Restate the data word for word and leave the images out.

Collected data
=== Begin Enclosure ===
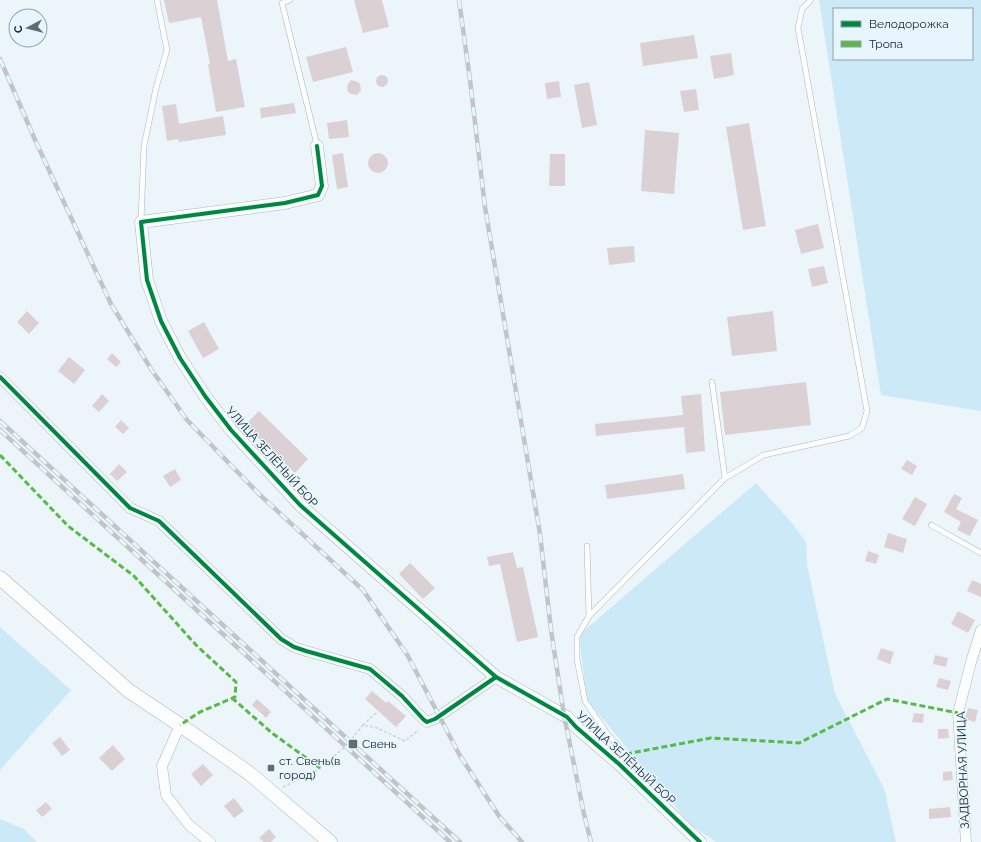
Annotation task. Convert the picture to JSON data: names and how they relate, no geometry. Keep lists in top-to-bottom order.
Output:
{
  "streets": {
    "street": ["УЛИЦА ЗЕЛЁНЫЙ БОР", "ЗАДВОРНАЯ УЛИЦА"]
  },
  "places": {
    "transit": ["Свень", "ст. Свень(в город)"]
  },
  "legend": ["Велодорожка", "Тропа"],
  "north": "left"
}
=== End Enclosure ===
* EXERCISE SOLUTION
Annotation task. Convert the picture to JSON data: names and how they relate, no geometry. Keep lists in top-to-bottom order.
Output:
{
  "streets": {
    "street": ["УЛИЦА ЗЕЛЁНЫЙ БОР", "ЗАДВОРНАЯ УЛИЦА"]
  },
  "places": {
    "transit": ["Свень", "ст. Свень(в город)"]
  },
  "legend": ["Велодорожка", "Тропа"],
  "north": "left"
}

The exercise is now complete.